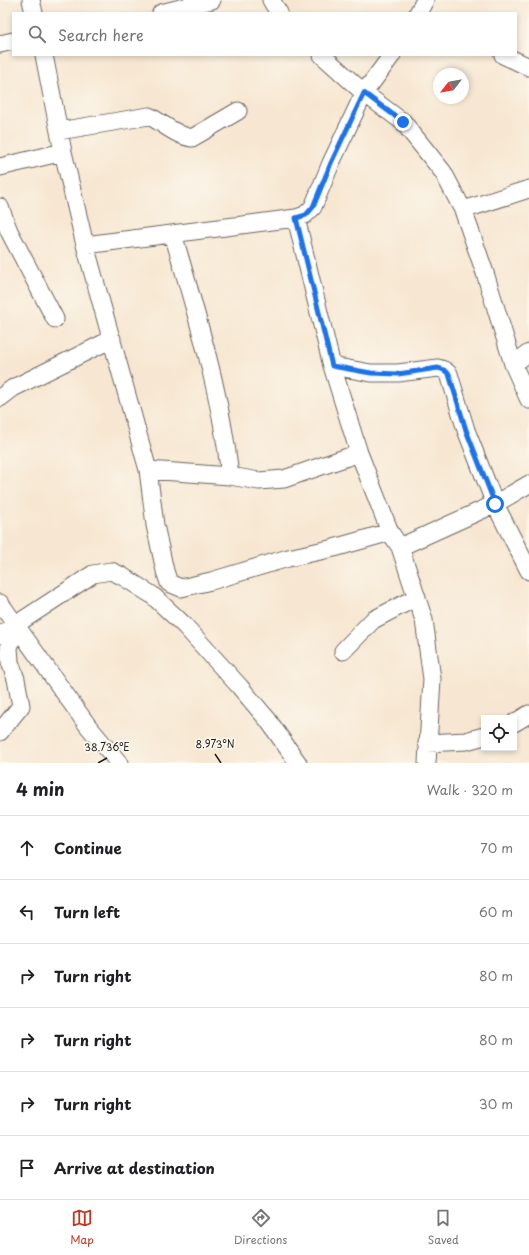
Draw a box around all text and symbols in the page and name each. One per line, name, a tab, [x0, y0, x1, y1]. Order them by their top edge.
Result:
search box	[12, 12, 517, 56]
icon: search	[26, 23, 48, 45]
text: Search here	[58, 23, 144, 46]
north arrow	[433, 68, 469, 104]
route end	[394, 113, 412, 131]
route start	[486, 495, 504, 513]
map controls	[481, 715, 517, 751]
button: locate	[481, 715, 517, 751]
text: 8.973°N	[196, 736, 235, 751]
text: 38.736°E	[84, 739, 130, 754]
text: 4 min	[16, 776, 64, 802]
text: Walk · 320 m	[427, 780, 513, 799]
text: Continue	[54, 836, 122, 859]
icon: ahead	[16, 837, 38, 859]
text: 70 m	[480, 838, 513, 857]
text: Turn left	[54, 900, 120, 923]
icon: left	[16, 901, 38, 923]
text: 60 m	[479, 902, 513, 921]
text: Turn right	[54, 964, 131, 987]
icon: right	[16, 965, 38, 987]
text: 80 m	[479, 966, 513, 985]
text: Turn right	[54, 1028, 131, 1051]
icon: right	[16, 1029, 38, 1051]
text: 80 m	[479, 1030, 513, 1049]
text: Turn right	[54, 1092, 131, 1115]
icon: right	[16, 1093, 38, 1115]
text: 30 m	[479, 1094, 513, 1113]
text: Arrive at destination	[54, 1156, 215, 1179]
icon: arrive	[16, 1157, 38, 1179]
tab: Map	[70, 1207, 94, 1248]
tab: Directions	[234, 1207, 287, 1248]
tab: Saved	[428, 1207, 459, 1248]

#### Your goal
Would you return all the data exactly as given, minus the pictures?

#### Your response
Draw a box around all text and symbols in the page and name each. One per line, name, a tab, [x0, y0, x1, y1]. Order them by their top edge.
Result:
search box	[12, 12, 517, 56]
icon: search	[26, 23, 48, 45]
text: Search here	[58, 23, 144, 46]
north arrow	[433, 68, 469, 104]
route end	[394, 113, 412, 131]
route start	[486, 495, 504, 513]
map controls	[481, 715, 517, 751]
button: locate	[481, 715, 517, 751]
text: 8.973°N	[196, 736, 235, 751]
text: 38.736°E	[84, 739, 130, 754]
text: 4 min	[16, 776, 64, 802]
text: Walk · 320 m	[427, 780, 513, 799]
text: Continue	[54, 836, 122, 859]
icon: ahead	[16, 837, 38, 859]
text: 70 m	[480, 838, 513, 857]
text: Turn left	[54, 900, 120, 923]
icon: left	[16, 901, 38, 923]
text: 60 m	[479, 902, 513, 921]
text: Turn right	[54, 964, 131, 987]
icon: right	[16, 965, 38, 987]
text: 80 m	[479, 966, 513, 985]
text: Turn right	[54, 1028, 131, 1051]
icon: right	[16, 1029, 38, 1051]
text: 80 m	[479, 1030, 513, 1049]
text: Turn right	[54, 1092, 131, 1115]
icon: right	[16, 1093, 38, 1115]
text: 30 m	[479, 1094, 513, 1113]
text: Arrive at destination	[54, 1156, 215, 1179]
icon: arrive	[16, 1157, 38, 1179]
tab: Map	[70, 1207, 94, 1248]
tab: Directions	[234, 1207, 287, 1248]
tab: Saved	[428, 1207, 459, 1248]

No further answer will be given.